== Segment start ==

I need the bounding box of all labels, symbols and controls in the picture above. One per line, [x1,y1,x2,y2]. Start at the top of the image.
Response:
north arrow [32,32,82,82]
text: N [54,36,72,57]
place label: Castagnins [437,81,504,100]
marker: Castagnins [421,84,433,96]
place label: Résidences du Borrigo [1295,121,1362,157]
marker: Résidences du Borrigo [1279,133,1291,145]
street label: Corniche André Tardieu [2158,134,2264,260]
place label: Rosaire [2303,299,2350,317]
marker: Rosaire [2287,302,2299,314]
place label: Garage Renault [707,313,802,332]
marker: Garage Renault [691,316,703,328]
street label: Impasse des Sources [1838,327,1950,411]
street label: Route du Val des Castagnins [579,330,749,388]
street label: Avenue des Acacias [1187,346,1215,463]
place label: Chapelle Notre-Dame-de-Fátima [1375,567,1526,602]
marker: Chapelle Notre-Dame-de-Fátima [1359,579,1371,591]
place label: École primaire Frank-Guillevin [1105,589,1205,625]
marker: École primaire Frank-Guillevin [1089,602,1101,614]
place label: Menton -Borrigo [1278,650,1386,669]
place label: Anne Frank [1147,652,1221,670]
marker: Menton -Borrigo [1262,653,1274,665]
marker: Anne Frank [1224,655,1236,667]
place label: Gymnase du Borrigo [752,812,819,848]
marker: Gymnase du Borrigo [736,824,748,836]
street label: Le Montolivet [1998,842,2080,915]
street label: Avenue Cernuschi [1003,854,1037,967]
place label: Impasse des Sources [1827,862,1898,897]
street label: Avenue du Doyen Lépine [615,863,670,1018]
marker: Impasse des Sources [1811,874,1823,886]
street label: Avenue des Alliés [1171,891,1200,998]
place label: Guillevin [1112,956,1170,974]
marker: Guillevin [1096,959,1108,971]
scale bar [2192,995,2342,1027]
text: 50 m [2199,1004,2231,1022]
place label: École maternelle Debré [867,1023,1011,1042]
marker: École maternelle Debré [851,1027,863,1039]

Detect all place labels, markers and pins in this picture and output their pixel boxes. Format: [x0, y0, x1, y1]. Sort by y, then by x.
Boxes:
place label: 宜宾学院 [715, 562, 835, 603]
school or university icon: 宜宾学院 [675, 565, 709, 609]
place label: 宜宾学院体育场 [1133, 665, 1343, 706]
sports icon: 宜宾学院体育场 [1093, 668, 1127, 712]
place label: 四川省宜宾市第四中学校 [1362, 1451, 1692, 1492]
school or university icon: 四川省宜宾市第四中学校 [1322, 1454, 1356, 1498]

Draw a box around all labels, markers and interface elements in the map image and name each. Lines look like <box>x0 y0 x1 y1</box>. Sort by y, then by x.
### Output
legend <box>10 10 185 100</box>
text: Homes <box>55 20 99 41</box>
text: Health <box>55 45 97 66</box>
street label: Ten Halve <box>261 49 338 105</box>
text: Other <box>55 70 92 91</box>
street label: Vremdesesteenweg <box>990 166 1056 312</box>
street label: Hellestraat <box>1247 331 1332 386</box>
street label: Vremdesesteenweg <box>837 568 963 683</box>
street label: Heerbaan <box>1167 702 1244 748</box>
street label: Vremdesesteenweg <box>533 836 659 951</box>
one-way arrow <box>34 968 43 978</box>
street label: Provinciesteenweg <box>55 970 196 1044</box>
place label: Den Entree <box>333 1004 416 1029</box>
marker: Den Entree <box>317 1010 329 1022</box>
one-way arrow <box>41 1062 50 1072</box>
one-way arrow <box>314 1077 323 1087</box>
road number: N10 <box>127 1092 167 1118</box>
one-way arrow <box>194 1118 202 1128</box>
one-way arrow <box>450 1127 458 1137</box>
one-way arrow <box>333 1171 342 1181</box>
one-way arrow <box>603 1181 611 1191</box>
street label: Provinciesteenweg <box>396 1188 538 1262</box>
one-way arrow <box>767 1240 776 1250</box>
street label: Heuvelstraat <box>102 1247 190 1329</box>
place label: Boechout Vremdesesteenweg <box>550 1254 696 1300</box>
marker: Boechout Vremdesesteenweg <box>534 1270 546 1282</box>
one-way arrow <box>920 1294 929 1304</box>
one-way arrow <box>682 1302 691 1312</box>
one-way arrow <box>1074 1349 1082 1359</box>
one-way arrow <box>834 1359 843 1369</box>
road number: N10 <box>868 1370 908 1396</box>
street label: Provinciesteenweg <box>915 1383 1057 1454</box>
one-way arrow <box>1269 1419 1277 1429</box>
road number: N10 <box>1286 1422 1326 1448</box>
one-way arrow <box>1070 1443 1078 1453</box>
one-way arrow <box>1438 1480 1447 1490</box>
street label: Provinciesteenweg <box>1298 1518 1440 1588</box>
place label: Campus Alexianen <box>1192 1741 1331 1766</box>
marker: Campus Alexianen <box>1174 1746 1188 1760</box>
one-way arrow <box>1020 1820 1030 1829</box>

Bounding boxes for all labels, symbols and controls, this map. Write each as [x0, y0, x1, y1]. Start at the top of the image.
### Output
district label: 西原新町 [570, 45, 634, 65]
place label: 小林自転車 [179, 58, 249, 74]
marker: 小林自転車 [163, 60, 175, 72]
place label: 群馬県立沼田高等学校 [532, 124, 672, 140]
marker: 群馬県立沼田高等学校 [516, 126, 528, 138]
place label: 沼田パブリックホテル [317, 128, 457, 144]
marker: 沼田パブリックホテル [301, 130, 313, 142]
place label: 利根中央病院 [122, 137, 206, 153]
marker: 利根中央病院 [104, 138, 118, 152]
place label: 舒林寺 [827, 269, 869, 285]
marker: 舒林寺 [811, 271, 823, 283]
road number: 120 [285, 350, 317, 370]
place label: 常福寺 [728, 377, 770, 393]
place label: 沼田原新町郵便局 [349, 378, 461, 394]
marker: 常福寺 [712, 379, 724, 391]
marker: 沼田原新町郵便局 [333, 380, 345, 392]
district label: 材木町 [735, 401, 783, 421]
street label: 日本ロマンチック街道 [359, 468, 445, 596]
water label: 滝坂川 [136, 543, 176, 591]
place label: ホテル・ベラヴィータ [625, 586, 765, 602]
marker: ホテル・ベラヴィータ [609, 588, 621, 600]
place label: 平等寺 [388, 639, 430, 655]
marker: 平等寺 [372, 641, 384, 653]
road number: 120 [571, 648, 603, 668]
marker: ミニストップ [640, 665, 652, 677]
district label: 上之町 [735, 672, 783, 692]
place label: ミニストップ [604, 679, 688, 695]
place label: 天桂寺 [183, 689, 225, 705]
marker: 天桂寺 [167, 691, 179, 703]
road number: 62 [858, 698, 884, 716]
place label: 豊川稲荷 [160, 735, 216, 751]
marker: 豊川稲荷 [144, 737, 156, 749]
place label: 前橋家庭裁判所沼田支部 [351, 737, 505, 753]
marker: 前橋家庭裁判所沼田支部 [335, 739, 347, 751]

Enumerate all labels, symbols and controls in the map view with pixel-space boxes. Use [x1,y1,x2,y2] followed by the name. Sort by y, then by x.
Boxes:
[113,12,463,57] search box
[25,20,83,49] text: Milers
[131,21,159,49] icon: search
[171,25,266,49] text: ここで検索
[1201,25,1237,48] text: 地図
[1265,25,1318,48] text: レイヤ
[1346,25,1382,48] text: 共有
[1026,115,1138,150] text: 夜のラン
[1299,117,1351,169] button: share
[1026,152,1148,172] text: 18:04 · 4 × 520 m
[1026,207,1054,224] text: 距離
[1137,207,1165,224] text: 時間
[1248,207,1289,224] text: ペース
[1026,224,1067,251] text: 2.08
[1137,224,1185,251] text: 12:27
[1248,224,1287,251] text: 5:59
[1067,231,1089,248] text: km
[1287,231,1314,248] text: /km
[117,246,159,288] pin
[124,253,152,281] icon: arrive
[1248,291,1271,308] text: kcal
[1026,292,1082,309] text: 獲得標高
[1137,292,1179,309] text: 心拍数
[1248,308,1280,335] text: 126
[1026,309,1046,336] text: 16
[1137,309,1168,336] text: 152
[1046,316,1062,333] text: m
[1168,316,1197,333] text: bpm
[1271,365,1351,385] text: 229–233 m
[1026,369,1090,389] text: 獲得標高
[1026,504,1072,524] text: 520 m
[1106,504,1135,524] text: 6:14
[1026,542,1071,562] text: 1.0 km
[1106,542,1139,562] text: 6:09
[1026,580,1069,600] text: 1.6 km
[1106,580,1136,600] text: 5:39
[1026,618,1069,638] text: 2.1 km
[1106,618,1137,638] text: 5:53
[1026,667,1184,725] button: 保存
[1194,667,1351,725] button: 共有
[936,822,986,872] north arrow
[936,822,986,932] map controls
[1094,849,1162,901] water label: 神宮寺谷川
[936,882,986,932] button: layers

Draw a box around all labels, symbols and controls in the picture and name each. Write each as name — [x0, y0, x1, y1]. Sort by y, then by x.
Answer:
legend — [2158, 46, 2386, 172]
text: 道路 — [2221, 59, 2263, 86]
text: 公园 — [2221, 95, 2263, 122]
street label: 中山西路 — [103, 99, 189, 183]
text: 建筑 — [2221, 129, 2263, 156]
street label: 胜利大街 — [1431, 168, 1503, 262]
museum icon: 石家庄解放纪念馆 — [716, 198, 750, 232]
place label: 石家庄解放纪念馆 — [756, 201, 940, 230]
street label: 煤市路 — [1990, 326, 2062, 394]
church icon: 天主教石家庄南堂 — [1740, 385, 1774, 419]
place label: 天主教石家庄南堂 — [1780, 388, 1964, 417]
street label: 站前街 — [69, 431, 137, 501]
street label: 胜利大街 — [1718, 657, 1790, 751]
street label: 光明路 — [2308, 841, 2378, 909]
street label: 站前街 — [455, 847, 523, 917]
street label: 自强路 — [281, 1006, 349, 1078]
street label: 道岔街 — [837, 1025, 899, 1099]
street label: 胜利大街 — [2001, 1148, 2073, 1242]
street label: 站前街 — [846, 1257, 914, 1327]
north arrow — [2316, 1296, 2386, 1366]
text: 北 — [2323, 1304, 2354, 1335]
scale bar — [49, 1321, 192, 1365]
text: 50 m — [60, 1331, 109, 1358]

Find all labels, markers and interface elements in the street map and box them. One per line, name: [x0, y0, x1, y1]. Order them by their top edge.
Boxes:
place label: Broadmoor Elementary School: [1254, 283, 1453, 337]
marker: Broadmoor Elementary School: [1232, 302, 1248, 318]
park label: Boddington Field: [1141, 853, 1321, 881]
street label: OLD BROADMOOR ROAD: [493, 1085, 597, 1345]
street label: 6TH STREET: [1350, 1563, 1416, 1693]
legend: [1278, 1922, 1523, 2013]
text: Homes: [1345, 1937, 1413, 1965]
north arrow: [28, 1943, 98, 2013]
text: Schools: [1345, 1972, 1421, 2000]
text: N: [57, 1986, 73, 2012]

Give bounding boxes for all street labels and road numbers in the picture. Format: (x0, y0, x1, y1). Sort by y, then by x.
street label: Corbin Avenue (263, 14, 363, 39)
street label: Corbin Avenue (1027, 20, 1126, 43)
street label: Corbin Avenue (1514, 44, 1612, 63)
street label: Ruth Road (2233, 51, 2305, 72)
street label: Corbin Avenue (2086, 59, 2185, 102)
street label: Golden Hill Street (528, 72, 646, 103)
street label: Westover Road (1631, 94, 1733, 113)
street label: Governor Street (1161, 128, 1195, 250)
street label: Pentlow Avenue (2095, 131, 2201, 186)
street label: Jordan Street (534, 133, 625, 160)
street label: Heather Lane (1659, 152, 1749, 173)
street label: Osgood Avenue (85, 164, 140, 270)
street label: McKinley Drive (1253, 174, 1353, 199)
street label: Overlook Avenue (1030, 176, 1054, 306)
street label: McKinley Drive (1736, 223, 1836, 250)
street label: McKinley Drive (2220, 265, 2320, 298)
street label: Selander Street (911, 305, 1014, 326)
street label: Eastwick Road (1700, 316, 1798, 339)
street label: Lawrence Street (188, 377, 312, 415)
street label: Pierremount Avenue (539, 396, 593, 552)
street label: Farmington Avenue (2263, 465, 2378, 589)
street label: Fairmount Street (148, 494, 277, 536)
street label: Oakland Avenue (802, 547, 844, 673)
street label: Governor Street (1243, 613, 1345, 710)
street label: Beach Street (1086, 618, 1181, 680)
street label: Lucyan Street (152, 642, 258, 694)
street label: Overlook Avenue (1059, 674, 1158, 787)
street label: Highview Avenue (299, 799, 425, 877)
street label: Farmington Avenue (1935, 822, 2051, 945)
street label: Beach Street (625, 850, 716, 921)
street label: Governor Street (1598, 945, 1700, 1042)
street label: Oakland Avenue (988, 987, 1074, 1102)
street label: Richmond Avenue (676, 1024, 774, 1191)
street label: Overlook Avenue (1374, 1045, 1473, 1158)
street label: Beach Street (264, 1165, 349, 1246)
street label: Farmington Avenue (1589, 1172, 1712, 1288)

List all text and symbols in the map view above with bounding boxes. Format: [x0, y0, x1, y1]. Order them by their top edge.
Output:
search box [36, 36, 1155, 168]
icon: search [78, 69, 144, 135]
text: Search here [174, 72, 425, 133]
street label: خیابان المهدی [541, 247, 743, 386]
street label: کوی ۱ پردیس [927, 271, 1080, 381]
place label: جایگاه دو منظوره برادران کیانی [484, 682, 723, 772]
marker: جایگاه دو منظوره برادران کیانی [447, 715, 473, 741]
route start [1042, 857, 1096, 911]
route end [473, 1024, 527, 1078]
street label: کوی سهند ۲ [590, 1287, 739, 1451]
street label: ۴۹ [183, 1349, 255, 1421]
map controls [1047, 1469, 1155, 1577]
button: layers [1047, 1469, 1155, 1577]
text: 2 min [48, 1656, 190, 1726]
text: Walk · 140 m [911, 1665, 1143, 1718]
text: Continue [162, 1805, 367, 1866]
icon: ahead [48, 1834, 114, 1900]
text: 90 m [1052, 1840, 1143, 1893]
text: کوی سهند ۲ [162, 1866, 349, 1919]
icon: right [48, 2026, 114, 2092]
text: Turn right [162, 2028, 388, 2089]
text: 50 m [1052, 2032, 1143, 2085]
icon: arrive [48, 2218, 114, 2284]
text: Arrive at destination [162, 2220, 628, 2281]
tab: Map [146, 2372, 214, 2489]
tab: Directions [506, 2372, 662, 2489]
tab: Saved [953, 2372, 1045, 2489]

== Segment end ==

TASK TO COMPLETE:
Please find every line in the records above that holds the word "Corbin" and copy it.

RESULT FOR THIS TASK:
street label: Corbin Avenue (263, 14, 363, 39)
street label: Corbin Avenue (1027, 20, 1126, 43)
street label: Corbin Avenue (1514, 44, 1612, 63)
street label: Corbin Avenue (2086, 59, 2185, 102)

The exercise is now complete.